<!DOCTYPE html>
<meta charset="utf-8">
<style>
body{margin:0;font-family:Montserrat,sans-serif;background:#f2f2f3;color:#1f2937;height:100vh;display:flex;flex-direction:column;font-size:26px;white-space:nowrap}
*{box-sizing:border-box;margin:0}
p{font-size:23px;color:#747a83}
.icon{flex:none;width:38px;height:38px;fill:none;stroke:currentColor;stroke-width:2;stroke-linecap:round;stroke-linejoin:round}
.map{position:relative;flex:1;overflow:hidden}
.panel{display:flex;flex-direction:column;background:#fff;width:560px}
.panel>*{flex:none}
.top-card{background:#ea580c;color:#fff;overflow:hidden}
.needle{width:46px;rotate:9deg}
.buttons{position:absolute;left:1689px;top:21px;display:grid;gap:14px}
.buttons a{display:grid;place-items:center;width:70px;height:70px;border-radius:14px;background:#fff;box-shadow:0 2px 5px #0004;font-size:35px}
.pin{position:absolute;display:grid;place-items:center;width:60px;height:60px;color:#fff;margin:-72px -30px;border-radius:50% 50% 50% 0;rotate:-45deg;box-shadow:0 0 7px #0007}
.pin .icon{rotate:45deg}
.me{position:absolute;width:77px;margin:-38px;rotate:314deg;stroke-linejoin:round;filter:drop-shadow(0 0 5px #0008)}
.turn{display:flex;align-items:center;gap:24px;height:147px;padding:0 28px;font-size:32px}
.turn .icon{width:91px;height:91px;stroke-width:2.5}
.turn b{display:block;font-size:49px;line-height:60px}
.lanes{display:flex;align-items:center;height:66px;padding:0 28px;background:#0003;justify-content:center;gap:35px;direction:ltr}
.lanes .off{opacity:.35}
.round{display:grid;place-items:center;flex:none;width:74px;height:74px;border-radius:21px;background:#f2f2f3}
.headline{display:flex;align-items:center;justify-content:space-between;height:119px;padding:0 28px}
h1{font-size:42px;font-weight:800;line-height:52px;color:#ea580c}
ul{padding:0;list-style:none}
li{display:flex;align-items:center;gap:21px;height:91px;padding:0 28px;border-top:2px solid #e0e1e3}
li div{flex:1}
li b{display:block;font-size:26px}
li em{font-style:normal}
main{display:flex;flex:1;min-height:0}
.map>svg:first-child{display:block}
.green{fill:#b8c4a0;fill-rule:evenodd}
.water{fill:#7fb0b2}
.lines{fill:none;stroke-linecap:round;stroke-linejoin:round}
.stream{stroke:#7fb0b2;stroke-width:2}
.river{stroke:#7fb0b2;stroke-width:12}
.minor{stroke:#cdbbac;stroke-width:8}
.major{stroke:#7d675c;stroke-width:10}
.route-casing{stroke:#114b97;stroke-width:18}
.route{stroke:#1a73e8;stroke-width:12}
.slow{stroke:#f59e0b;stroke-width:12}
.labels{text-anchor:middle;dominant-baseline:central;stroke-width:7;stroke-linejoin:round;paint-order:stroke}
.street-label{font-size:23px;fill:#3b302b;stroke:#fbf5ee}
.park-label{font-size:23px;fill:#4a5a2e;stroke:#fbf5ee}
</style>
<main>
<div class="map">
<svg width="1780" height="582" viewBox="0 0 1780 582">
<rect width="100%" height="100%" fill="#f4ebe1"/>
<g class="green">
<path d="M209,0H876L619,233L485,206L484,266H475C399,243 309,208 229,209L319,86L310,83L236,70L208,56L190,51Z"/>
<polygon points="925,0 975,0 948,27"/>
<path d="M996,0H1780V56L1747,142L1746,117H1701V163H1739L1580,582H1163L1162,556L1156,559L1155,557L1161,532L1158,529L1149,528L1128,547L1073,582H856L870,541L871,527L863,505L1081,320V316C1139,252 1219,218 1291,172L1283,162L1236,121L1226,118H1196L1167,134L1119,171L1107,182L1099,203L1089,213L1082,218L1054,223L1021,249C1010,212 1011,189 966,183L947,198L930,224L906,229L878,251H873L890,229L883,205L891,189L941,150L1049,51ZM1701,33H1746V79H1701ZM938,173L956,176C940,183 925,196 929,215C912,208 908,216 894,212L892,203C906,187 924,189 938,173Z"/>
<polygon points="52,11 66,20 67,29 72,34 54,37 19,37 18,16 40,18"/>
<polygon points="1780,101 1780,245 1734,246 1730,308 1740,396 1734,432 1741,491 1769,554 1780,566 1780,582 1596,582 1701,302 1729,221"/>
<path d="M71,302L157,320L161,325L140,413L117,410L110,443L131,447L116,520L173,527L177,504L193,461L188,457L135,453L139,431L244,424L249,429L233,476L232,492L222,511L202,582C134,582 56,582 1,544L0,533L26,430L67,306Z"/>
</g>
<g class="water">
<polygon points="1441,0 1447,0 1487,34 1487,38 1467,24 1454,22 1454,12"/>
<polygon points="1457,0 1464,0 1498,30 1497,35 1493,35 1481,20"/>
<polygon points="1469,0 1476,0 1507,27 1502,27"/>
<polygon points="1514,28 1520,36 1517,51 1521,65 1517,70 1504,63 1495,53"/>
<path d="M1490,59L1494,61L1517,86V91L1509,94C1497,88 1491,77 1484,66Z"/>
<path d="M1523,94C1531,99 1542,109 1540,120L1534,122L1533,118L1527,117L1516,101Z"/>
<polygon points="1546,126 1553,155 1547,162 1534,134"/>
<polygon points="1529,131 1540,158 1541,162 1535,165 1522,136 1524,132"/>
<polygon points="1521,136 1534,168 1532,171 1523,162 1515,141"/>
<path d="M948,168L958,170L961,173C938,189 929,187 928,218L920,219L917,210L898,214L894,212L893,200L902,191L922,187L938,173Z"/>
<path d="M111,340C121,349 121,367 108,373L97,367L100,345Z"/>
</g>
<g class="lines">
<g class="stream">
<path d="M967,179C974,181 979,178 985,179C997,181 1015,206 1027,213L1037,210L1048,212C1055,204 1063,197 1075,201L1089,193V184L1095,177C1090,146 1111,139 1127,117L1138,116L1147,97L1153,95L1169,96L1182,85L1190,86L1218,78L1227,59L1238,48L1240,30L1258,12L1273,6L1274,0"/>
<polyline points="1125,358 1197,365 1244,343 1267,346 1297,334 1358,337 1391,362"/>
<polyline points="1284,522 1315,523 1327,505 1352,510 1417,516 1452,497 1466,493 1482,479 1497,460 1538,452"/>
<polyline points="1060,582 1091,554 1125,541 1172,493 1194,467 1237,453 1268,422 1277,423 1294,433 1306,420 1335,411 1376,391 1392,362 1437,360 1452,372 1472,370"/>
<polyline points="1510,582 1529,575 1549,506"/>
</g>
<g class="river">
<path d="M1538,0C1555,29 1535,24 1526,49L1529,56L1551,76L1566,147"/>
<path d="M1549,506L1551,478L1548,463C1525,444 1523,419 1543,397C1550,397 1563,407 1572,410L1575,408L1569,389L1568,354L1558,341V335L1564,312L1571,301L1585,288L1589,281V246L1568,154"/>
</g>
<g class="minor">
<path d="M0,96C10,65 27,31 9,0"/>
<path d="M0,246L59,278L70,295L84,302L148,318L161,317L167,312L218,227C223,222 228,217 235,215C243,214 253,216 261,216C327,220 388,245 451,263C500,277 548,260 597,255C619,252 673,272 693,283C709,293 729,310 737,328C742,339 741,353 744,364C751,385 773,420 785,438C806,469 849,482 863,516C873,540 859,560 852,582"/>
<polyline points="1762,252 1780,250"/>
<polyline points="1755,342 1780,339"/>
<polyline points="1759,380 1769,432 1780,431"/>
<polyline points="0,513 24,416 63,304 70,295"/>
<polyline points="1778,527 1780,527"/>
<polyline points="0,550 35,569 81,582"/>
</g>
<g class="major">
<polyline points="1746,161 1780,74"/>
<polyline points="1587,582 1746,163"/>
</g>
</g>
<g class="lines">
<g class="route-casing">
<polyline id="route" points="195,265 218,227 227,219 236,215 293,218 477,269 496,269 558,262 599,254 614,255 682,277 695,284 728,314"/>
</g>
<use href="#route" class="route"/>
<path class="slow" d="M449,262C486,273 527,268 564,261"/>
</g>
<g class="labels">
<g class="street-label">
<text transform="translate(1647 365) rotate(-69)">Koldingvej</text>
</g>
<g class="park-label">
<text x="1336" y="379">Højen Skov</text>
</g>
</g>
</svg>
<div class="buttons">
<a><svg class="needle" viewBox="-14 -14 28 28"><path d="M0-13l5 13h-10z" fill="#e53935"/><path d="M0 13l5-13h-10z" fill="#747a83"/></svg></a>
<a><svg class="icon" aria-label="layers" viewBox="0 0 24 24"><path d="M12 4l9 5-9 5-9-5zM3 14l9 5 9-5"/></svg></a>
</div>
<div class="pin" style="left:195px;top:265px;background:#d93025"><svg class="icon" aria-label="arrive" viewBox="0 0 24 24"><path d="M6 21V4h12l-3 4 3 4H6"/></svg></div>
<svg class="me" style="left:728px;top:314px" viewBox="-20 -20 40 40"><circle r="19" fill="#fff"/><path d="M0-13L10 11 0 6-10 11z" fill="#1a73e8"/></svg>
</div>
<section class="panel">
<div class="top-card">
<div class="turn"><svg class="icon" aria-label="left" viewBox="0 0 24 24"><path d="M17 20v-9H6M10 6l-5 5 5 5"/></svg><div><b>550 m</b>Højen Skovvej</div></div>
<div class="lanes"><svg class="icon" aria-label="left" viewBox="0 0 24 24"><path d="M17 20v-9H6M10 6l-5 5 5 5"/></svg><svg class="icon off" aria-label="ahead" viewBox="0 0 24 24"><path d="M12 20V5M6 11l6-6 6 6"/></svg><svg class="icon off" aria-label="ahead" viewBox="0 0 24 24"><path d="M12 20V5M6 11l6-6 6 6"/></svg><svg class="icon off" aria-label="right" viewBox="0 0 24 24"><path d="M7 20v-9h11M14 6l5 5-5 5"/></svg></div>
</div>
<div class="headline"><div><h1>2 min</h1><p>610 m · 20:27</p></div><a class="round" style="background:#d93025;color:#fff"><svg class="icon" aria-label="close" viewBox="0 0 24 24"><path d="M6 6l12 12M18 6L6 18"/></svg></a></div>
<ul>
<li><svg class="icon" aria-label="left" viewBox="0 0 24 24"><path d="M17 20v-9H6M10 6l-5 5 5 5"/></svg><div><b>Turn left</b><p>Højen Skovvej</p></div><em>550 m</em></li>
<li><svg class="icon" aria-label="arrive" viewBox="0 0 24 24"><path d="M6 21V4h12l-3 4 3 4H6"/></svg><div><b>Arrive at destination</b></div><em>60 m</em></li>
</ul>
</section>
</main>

◆ ◆ ◆ ◆ ◆

● Aim of the exercise
Each line above with the string "major" should be reported in full.

● Solution to this task
.major{stroke:#7d675c;stroke-width:10}
<g class="major">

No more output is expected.